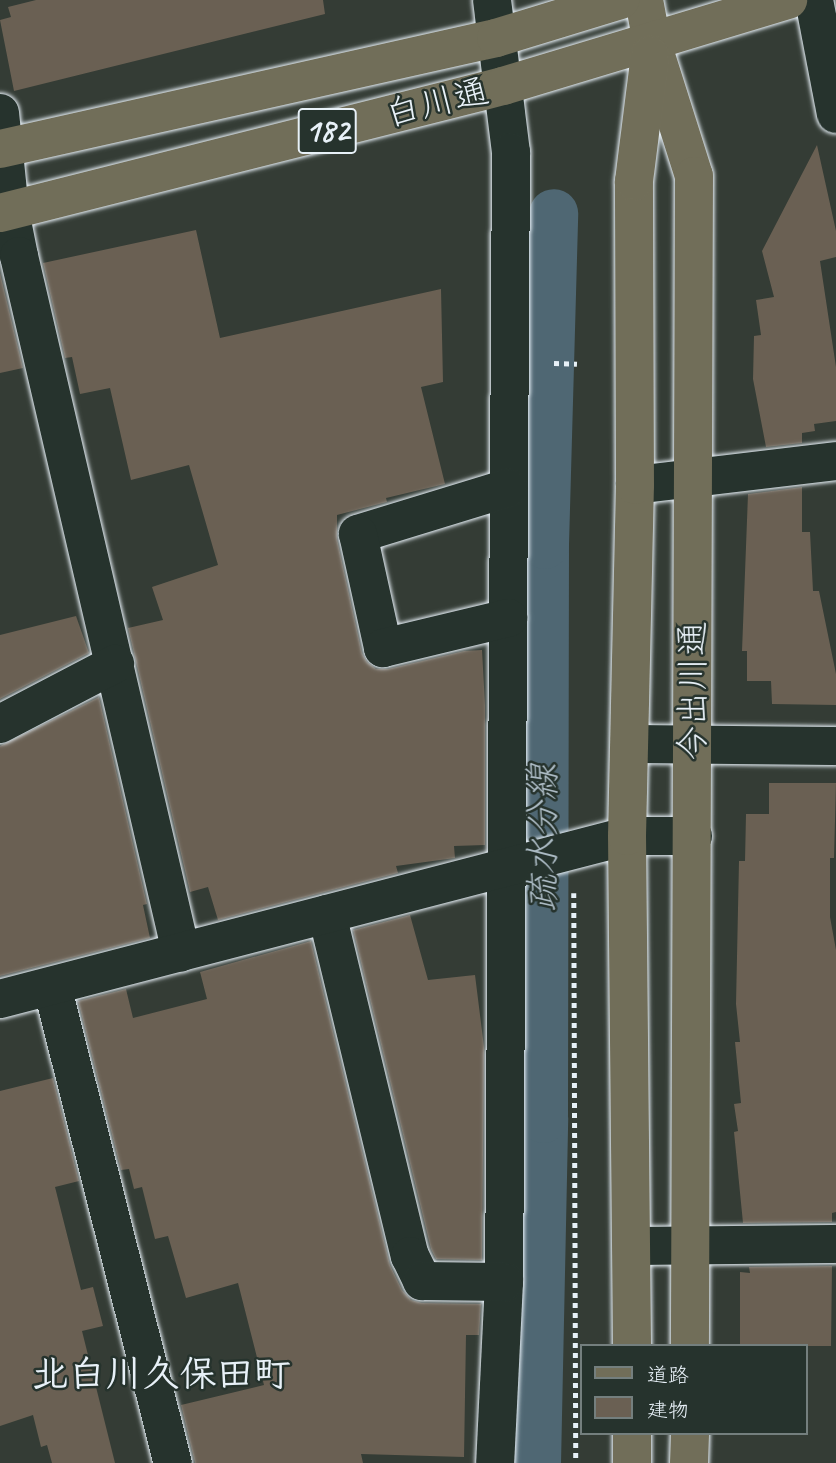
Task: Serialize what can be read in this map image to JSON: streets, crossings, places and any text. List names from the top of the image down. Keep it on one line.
{"streets":{"main road":["白川通","182","今出川通"]},"crossings":[["白川通","今出川通"]],"districts":["北白川久保田町"],"water":["疏水分線"],"legend":["道路","建物"]}
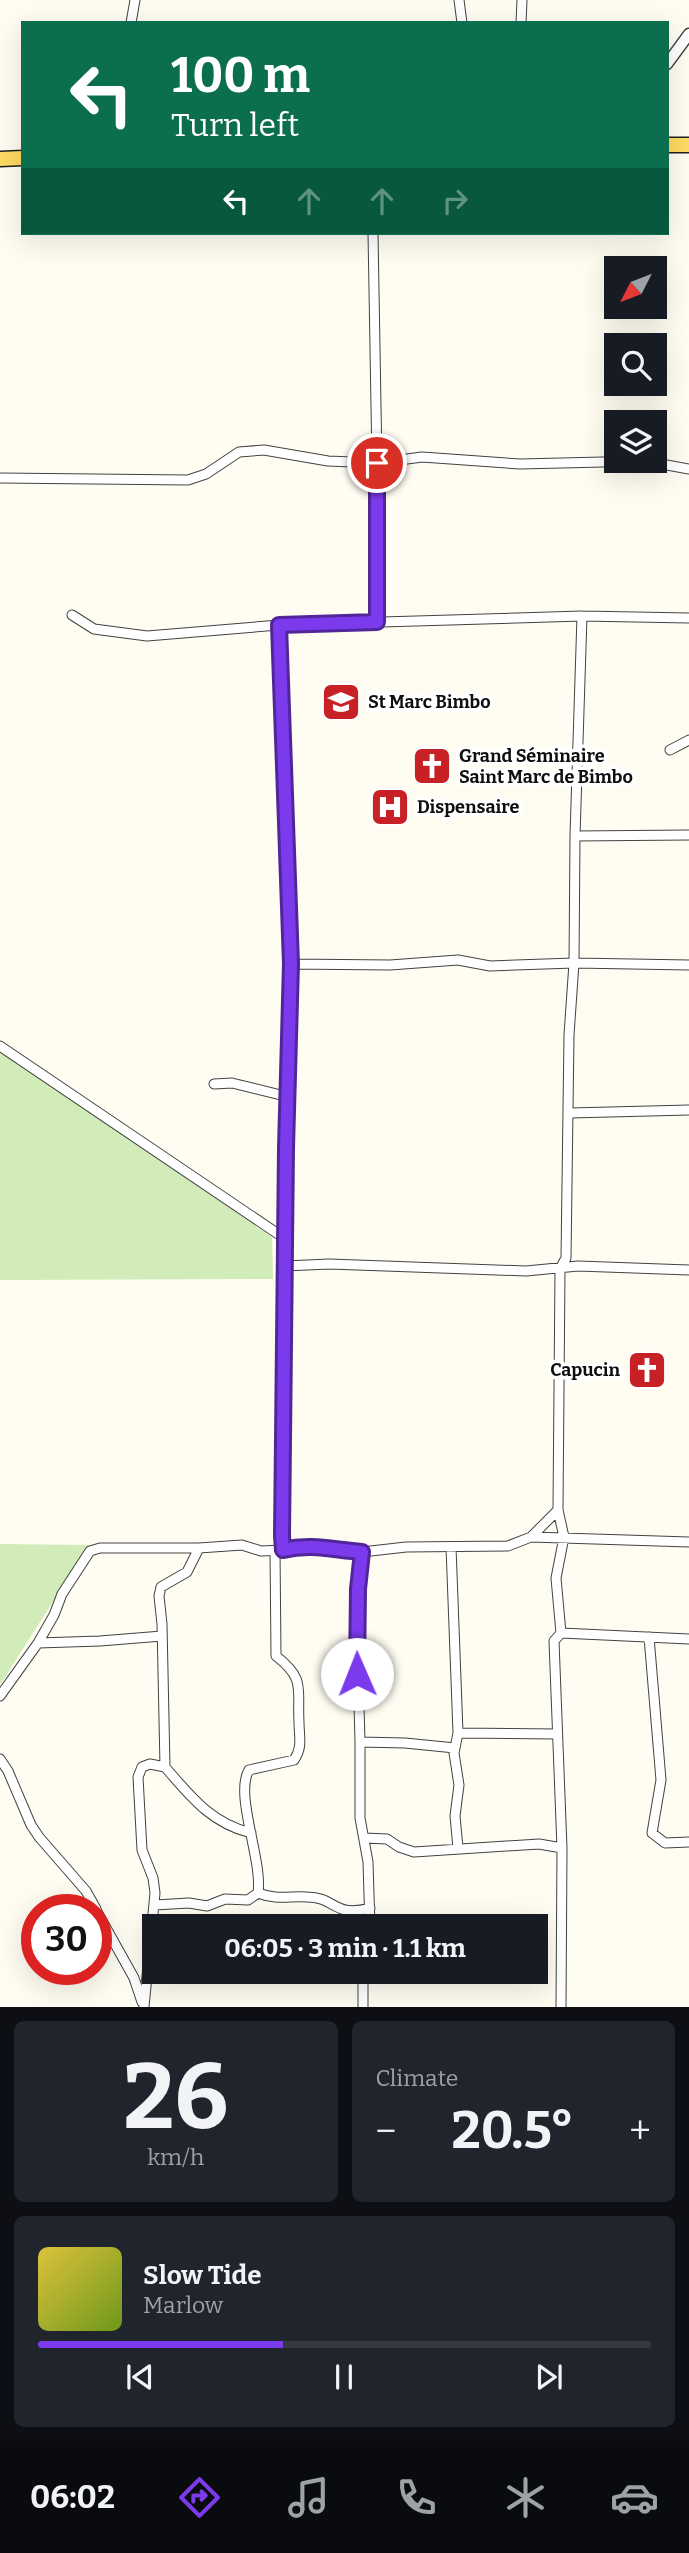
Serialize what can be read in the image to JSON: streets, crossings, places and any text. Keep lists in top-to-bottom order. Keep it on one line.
{"places":{"school or university":["St Marc Bimbo"],"church":["Grand Séminaire Saint Marc de Bimbo","Capucin"],"hospital":["Dispensaire"]},"north":"bottom left","page":{"turn":["100 m","Turn left"],"limit":"30","trip":"06:05 · 3 min · 1.1 km","tile":[["26","km/h"],"Climate"],"heat":["−","20.5°","+"],"song":["Slow Tide","Marlow"],"tabs":"06:02"}}
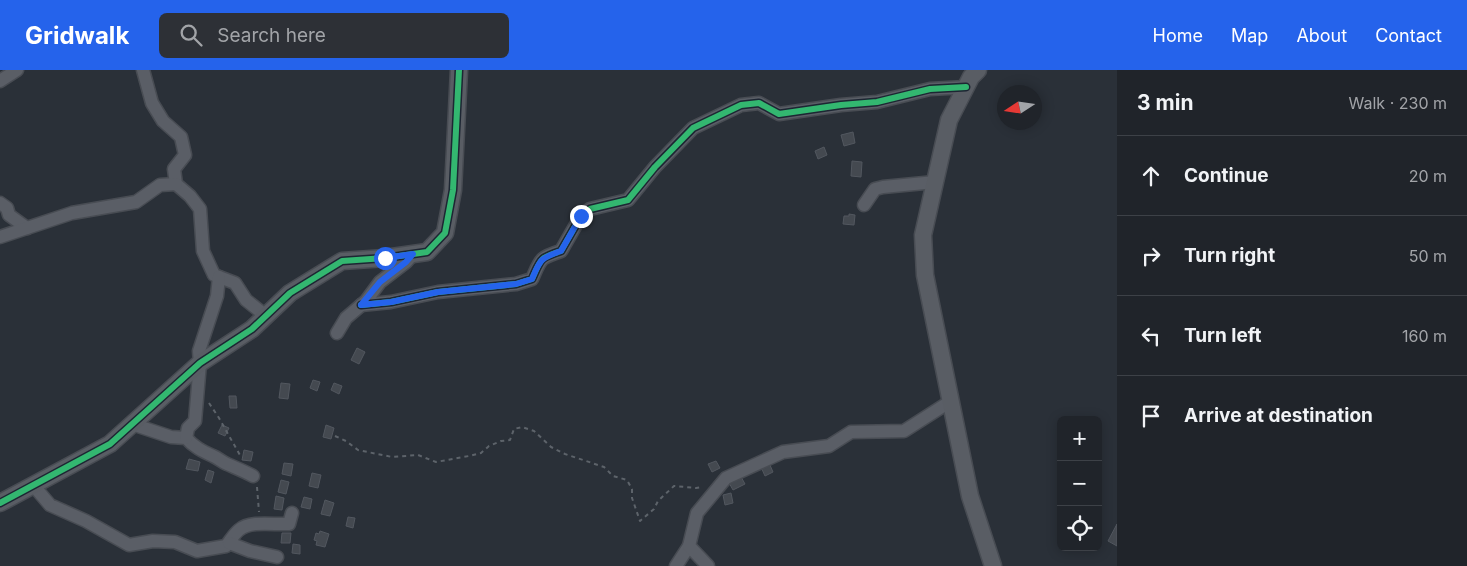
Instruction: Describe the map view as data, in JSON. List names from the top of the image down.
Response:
{
  "north": "left",
  "page": {
    "header": "Gridwalk",
    "search": "Search here",
    "nav": [
      "Home",
      "Map",
      "About",
      "Contact"
    ],
    "heading": ["3 min", "Walk · 230 m"],
    "list": [
      ["Continue", "20 m"],
      ["Turn right", "50 m"],
      ["Turn left", "160 m"],
      "Arrive at destination"
    ],
    "map_buttons": ["+", "−"]
  }
}
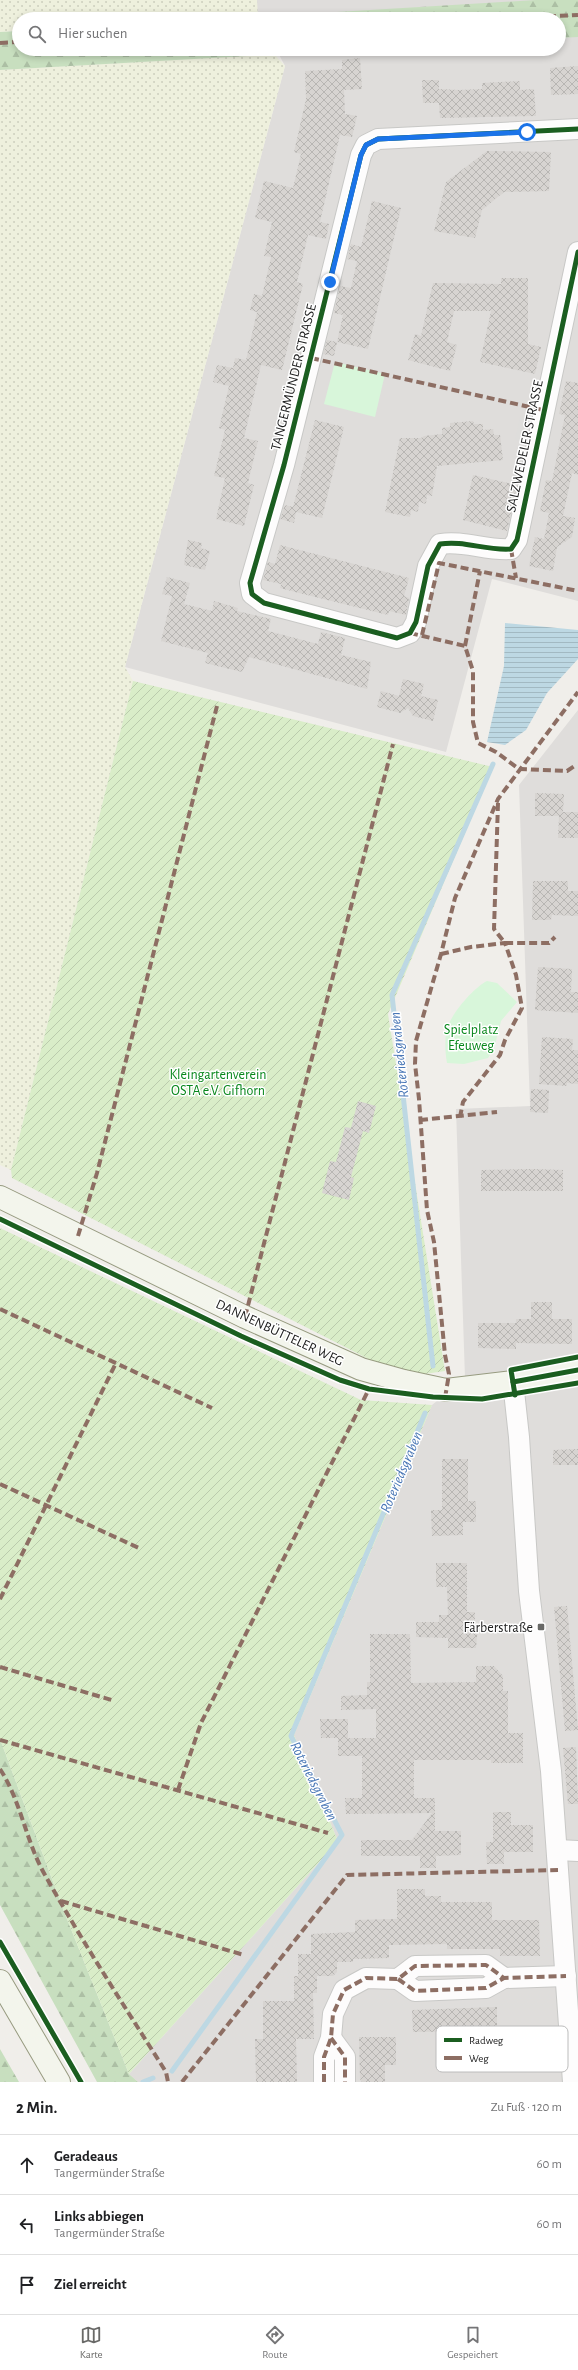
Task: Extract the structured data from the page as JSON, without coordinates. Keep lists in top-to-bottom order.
{
  "streets": {
    "street": ["TANGERMÜNDER STRASSE", "SALZWEDELER STRASSE", "DANNENBÜTTELER WEG"]
  },
  "crossings": [
    ["TANGERMÜNDER STRASSE", "SALZWEDELER STRASSE"]
  ],
  "water": ["Roteriedsgraben"],
  "parks": ["Spielplatz Efeuweg", "Kleingartenverein OSTA e.V. Gifhorn"],
  "places": {
    "transit": ["Färberstraße"]
  },
  "legend": ["Radweg", "Weg"],
  "page": {
    "search": "Hier suchen",
    "heading": ["2 Min.", "Zu Fuß · 120 m"],
    "list": [
      ["Geradeaus", "Tangermünder Straße", "60 m"],
      ["Links abbiegen", "Tangermünder Straße", "60 m"],
      "Ziel erreicht"
    ],
    "nav": ["Karte", "Route", "Gespeichert"]
  }
}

•••••

**THE PROBLEM:** Output the records exactly, pictures excluded.

**SOLVED EXERCISE:**
Task: Serialize what can be read in this map image to JSON: streets, crossings, places and any text. List names from the top of the image down. Keep it on one line.
{"streets":{"main road":["白川通","182","今出川通"]},"crossings":[["白川通","今出川通"]],"districts":["北白川久保田町"],"water":["疏水分線"],"legend":["道路","建物"]}
Serialize what can be read in the image to JSON: streets, crossings, places and any text. Keep lists in top-to-bottom order. Keep it on one line.
{"places":{"school or university":["St Marc Bimbo"],"church":["Grand Séminaire Saint Marc de Bimbo","Capucin"],"hospital":["Dispensaire"]},"north":"bottom left","page":{"turn":["100 m","Turn left"],"limit":"30","trip":"06:05 · 3 min · 1.1 km","tile":[["26","km/h"],"Climate"],"heat":["−","20.5°","+"],"song":["Slow Tide","Marlow"],"tabs":"06:02"}}
Instruction: Describe the map view as data, in JSON. List names from the top of the image down.
Response:
{
  "north": "left",
  "page": {
    "header": "Gridwalk",
    "search": "Search here",
    "nav": [
      "Home",
      "Map",
      "About",
      "Contact"
    ],
    "heading": ["3 min", "Walk · 230 m"],
    "list": [
      ["Continue", "20 m"],
      ["Turn right", "50 m"],
      ["Turn left", "160 m"],
      "Arrive at destination"
    ],
    "map_buttons": ["+", "−"]
  }
}
Task: Extract the structured data from the page as JSON, without coordinates. Keep lists in top-to-bottom order.
{
  "streets": {
    "street": ["TANGERMÜNDER STRASSE", "SALZWEDELER STRASSE", "DANNENBÜTTELER WEG"]
  },
  "crossings": [
    ["TANGERMÜNDER STRASSE", "SALZWEDELER STRASSE"]
  ],
  "water": ["Roteriedsgraben"],
  "parks": ["Spielplatz Efeuweg", "Kleingartenverein OSTA e.V. Gifhorn"],
  "places": {
    "transit": ["Färberstraße"]
  },
  "legend": ["Radweg", "Weg"],
  "page": {
    "search": "Hier suchen",
    "heading": ["2 Min.", "Zu Fuß · 120 m"],
    "list": [
      ["Geradeaus", "Tangermünder Straße", "60 m"],
      ["Links abbiegen", "Tangermünder Straße", "60 m"],
      "Ziel erreicht"
    ],
    "nav": ["Karte", "Route", "Gespeichert"]
  }
}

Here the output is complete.